In recent years single pass inkjet printing has become quite common for both label and document printers and many vendors privately believe that it’s only a matter of time before we see single pass wide format printers. The main issue is the cost of the printheads, with only the very expensive machines such as Fujifilm’s Onset having enough printheads to cover the full width of the bed. Even these still use several passes to achieve reasonable print quality.
HP A53 Printheads with twice as many nozzles as its predecessor use large and small ink drops to get finer color resolution inside the gamut of HP A50 Pigment Inks.
Memjet has developed relatively low cost single pass printheads for wide format use, having stitched five of its heads together for a 42ins wide print engine. The actual heads are 220mm wide and capable of 1600 dpi resolution, with the latest version, codenamed Aspen, capable of running at 68mpm.
These printers are incredibly fast but for now this technology is limited to waterbased inks, ruling it out for outdoor applications. Instead, the Memjet-based printers are mainly targeted at the CAD graphics market though Memjet is developing a version of its printhead that will take solvent inks as well as a newer design that would be suitable for other ink types such as UV-curable.
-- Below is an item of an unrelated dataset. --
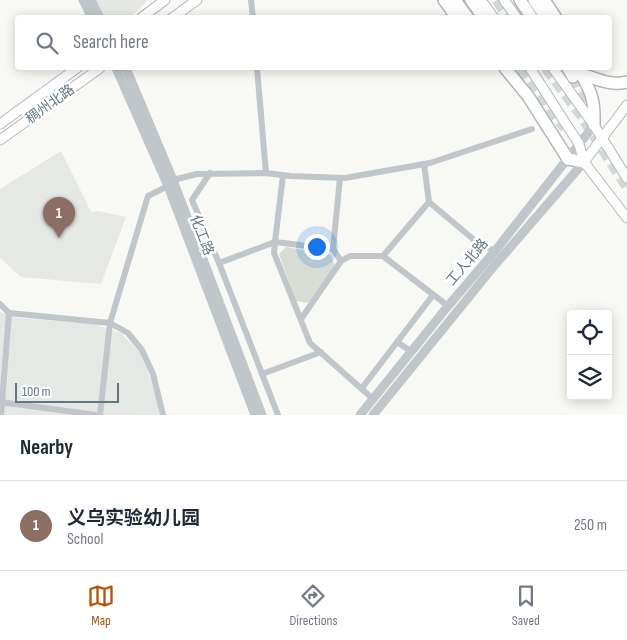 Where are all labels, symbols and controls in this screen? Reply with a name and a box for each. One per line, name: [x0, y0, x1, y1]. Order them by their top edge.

It is tempting to assume that printers that use the same printhead will have identical performance. But the heads can be tuned to satisfy different needs so that although the physical characteristics will remain the same, there will be plenty of differences. Thus each vendor could use their own electronics to drive the printheads, which being analogue need a digital signal in order to fire the ink.
Also, individual inks will have to be optimised for each head to ensure, for example, that the inks don’t corrode or otherwise damage the heads. The inks must also have the right viscosity so that they can form droplets that eject accurately from the heads.
Finally, it’s worth noting that most printheads only really fail when they become clogged, usually with dried ink. A rigorous approach to cleaning them can save a fair bit of money both in head replacement costs and keeping the machine in service.